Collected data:
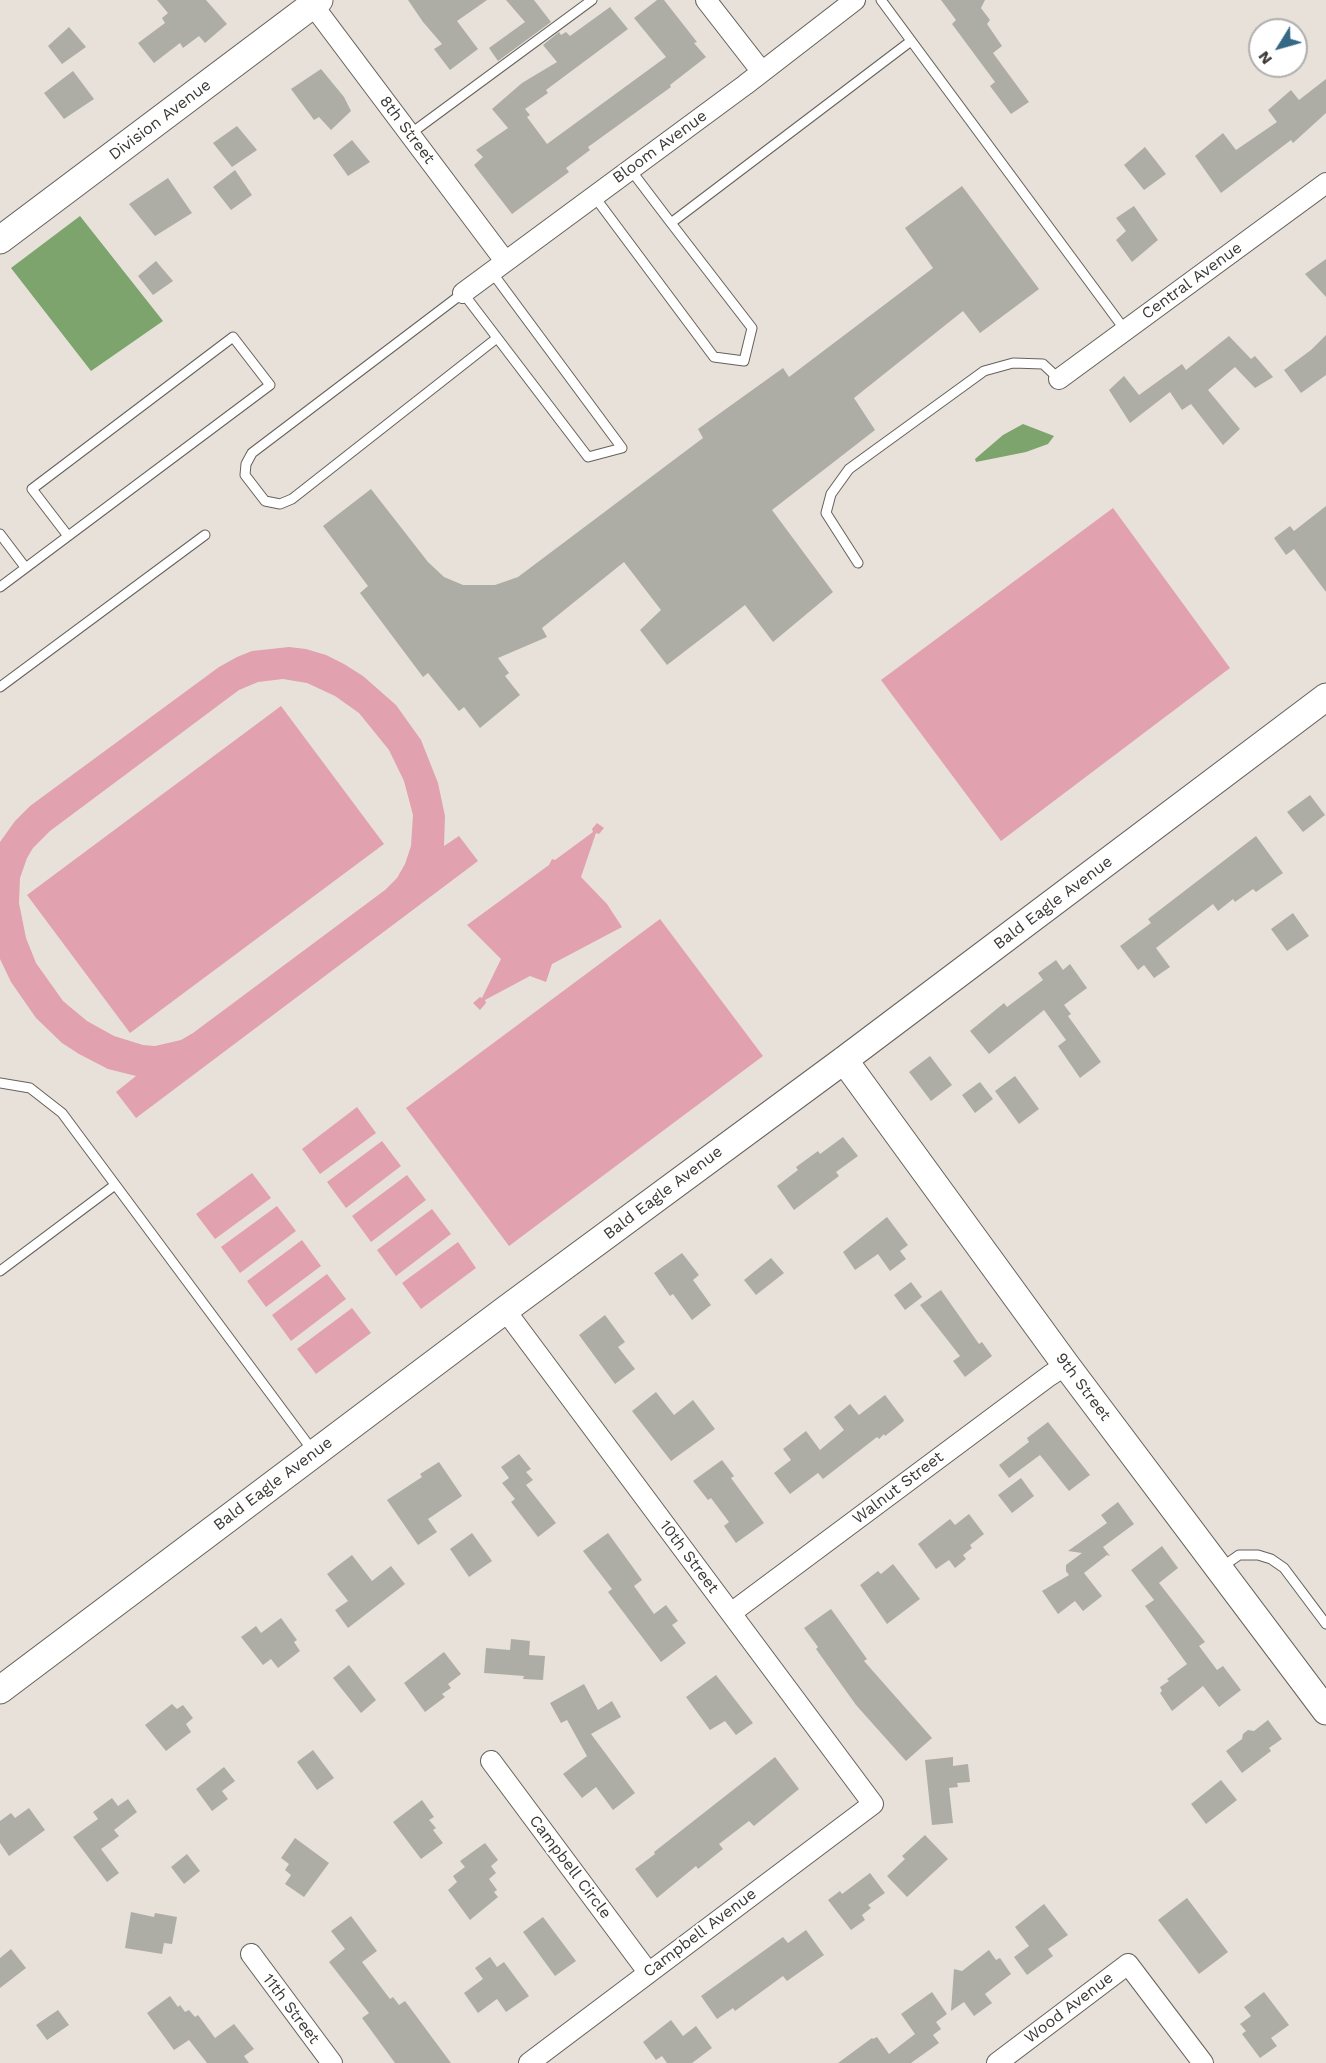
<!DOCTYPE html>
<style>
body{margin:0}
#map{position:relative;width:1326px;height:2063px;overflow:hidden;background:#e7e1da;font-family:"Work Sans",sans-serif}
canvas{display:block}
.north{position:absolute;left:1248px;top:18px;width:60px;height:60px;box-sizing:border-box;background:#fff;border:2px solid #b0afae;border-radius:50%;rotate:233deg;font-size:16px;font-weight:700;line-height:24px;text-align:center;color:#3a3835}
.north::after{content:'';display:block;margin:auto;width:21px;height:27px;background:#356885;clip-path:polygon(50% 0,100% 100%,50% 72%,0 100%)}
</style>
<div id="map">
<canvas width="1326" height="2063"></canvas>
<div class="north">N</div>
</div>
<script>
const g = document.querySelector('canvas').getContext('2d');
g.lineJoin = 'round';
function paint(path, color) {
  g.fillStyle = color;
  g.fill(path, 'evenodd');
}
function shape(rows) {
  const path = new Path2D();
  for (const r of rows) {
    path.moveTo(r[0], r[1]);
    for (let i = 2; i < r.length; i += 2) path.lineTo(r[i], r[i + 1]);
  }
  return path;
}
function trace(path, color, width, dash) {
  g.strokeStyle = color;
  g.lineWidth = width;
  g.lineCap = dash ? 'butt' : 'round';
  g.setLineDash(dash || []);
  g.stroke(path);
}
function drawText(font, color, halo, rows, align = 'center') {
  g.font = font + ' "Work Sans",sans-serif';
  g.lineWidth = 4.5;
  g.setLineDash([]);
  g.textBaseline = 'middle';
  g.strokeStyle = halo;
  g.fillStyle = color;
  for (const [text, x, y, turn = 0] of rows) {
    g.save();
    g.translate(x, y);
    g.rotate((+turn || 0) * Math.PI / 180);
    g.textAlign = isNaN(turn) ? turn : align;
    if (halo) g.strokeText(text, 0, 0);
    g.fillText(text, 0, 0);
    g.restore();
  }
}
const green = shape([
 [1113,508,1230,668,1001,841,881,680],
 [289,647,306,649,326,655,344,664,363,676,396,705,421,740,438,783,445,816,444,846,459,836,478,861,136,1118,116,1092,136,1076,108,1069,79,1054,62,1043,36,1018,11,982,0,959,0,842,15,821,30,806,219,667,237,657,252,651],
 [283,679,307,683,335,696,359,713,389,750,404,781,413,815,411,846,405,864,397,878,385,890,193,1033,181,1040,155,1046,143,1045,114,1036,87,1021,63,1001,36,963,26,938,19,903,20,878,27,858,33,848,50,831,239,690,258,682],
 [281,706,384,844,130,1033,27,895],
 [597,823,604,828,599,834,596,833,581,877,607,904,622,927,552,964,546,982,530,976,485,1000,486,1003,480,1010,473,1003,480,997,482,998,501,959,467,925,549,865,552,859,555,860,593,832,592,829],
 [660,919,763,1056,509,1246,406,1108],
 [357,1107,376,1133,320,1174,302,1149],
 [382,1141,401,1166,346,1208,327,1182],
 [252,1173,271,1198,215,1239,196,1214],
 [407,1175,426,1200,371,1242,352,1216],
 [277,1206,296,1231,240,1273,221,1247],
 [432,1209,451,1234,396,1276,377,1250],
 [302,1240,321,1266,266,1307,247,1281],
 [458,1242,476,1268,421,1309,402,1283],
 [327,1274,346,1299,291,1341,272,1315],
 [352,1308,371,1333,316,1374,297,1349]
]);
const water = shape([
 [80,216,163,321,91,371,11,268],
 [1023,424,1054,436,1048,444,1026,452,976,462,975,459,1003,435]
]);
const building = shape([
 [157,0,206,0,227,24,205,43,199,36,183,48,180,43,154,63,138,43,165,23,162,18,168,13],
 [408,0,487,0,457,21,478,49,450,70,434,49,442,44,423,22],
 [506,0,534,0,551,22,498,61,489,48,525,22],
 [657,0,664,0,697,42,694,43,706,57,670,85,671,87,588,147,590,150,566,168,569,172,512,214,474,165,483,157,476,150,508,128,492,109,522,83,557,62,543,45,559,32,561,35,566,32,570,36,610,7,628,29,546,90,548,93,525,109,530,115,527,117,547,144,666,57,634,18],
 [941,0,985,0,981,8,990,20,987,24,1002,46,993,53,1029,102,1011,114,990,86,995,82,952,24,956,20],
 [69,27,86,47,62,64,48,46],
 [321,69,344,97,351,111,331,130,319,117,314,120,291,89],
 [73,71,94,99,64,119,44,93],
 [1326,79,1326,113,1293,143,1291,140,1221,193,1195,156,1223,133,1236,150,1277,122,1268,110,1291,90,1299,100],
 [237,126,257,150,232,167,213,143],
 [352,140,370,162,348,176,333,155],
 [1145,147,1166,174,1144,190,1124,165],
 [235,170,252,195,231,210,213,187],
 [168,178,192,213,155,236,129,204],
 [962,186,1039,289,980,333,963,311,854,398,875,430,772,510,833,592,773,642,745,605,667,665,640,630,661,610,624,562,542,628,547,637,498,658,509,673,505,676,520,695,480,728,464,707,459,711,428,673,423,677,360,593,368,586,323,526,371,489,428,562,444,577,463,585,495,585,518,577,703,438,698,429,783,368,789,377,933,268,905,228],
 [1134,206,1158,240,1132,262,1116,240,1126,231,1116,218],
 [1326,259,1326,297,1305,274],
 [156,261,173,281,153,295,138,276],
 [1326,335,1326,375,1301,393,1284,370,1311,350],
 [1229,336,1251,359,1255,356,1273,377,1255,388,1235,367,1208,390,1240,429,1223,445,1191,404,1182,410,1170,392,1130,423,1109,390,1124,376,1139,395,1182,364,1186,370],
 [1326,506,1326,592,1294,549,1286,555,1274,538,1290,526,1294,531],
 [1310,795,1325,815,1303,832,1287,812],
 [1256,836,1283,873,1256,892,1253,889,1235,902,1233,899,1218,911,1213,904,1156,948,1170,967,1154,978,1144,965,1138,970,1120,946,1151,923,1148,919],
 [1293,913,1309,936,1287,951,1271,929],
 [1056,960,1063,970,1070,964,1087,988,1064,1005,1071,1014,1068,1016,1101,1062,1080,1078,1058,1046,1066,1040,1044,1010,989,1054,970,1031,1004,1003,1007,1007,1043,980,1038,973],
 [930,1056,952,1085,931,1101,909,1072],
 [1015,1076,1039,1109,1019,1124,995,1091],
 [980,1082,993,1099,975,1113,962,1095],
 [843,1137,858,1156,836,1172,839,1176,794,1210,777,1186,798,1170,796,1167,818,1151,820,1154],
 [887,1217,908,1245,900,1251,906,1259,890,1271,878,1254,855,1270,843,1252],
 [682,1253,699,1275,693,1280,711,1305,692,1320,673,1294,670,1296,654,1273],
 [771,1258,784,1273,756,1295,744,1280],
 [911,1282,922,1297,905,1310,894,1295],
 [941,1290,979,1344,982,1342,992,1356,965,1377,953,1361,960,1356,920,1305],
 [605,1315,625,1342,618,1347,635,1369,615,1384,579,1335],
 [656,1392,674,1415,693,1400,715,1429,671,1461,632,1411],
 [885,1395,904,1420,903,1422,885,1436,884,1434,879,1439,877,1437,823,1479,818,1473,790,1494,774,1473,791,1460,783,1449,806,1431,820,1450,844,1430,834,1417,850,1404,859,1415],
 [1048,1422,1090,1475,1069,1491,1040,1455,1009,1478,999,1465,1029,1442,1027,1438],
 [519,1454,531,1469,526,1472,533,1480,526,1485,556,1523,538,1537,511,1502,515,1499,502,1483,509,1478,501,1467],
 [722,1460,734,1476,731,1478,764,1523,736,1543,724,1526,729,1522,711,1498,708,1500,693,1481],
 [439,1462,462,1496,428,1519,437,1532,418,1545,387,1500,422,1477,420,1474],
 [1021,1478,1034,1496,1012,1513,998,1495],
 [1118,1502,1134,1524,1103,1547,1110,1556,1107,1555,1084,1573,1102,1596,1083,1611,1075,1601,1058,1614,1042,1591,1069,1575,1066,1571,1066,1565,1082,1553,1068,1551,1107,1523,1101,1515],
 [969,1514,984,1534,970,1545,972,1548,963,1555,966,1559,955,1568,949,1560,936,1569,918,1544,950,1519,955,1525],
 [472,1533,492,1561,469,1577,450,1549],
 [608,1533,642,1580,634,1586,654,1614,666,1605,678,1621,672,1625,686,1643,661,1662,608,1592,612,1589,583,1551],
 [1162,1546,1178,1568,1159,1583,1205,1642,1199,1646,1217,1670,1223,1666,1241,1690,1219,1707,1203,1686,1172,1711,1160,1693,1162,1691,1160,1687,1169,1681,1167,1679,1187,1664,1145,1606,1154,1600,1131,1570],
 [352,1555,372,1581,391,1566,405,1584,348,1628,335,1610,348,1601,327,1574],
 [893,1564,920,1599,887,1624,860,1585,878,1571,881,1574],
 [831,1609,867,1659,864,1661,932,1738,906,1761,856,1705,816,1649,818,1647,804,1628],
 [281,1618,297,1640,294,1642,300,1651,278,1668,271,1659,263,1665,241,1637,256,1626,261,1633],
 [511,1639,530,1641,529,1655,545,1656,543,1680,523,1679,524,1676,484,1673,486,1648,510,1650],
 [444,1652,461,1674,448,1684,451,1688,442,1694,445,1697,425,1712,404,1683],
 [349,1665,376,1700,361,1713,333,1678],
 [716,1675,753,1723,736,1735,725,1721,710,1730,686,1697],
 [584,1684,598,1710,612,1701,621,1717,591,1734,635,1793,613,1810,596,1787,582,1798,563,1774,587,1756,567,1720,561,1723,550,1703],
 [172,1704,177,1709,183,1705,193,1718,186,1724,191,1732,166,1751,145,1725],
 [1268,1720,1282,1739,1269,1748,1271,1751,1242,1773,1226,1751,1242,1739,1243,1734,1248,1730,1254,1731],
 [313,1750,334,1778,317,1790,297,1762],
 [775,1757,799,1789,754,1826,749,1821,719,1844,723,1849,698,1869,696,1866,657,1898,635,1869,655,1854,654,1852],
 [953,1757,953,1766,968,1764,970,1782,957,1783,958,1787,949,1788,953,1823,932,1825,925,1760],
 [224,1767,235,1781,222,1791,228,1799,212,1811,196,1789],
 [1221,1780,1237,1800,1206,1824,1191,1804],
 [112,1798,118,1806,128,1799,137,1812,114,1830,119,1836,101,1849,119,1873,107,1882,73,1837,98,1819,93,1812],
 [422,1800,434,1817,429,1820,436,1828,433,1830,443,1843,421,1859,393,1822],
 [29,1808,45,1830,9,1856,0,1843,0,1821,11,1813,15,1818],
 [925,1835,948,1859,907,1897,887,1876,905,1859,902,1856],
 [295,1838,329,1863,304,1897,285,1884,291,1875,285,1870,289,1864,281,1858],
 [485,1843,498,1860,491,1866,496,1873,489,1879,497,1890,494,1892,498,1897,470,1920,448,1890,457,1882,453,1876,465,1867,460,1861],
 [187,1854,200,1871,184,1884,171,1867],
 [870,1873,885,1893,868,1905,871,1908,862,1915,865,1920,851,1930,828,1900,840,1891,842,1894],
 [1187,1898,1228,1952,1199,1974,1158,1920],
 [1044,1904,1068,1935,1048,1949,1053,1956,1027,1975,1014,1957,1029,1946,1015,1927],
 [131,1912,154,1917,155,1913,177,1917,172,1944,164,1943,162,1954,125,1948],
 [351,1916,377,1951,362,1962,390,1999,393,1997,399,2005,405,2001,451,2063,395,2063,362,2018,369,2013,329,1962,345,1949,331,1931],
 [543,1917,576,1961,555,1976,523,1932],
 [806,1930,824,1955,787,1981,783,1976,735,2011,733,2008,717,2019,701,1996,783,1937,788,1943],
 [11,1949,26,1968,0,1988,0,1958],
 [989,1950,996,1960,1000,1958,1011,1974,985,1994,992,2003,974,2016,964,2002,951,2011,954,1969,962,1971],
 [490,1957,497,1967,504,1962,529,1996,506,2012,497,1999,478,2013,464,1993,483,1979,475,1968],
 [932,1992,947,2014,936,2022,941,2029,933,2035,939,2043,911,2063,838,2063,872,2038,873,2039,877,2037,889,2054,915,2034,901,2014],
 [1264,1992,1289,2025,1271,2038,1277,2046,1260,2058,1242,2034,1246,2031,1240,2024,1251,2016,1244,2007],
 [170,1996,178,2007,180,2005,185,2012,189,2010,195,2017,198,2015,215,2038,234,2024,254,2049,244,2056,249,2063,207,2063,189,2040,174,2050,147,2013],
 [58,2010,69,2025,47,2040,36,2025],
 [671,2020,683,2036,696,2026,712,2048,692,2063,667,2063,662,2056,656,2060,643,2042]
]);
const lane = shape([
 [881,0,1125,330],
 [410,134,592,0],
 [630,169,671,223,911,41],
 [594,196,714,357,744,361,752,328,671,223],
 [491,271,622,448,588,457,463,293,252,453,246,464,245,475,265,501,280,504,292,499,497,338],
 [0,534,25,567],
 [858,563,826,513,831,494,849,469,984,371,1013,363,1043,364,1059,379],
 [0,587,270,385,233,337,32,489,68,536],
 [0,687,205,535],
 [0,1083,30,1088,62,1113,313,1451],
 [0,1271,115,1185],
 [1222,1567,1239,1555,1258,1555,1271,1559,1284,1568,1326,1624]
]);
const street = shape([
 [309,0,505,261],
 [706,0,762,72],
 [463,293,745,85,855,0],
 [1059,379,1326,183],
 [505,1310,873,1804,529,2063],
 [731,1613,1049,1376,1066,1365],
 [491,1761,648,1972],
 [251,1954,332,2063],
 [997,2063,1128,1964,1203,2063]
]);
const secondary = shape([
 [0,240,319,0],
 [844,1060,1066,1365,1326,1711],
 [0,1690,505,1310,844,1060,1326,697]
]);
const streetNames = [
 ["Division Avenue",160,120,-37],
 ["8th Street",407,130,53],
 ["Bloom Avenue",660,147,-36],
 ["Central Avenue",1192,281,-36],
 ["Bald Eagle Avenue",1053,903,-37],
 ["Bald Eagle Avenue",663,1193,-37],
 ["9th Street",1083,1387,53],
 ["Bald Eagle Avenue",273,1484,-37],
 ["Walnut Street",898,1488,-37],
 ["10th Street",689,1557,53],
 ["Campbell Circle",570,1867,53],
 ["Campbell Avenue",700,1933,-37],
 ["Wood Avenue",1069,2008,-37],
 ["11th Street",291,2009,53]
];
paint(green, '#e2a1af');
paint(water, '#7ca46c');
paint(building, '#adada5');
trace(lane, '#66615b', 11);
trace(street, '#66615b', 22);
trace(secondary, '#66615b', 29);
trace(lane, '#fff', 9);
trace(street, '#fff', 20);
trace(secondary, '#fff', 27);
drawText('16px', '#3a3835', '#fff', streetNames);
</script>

BRIEF:
Check the data for the word "color" and pull out the lines that have it.

ANSWER TO THIS EXERCISE:
.north{position:absolute;left:1248px;top:18px;width:60px;height:60px;box-sizing:border-box;background:#fff;border:2px solid #b0afae;border-radius:50%;rotate:233deg;font-size:16px;font-weight:700;line-height:24px;text-align:center;color:#3a3835}
function paint(path, color) {
  g.fillStyle = color;
function trace(path, color, width, dash) {
  g.strokeStyle = color;
function drawText(font, color, halo, rows, align = 'center') {
  g.fillStyle = color;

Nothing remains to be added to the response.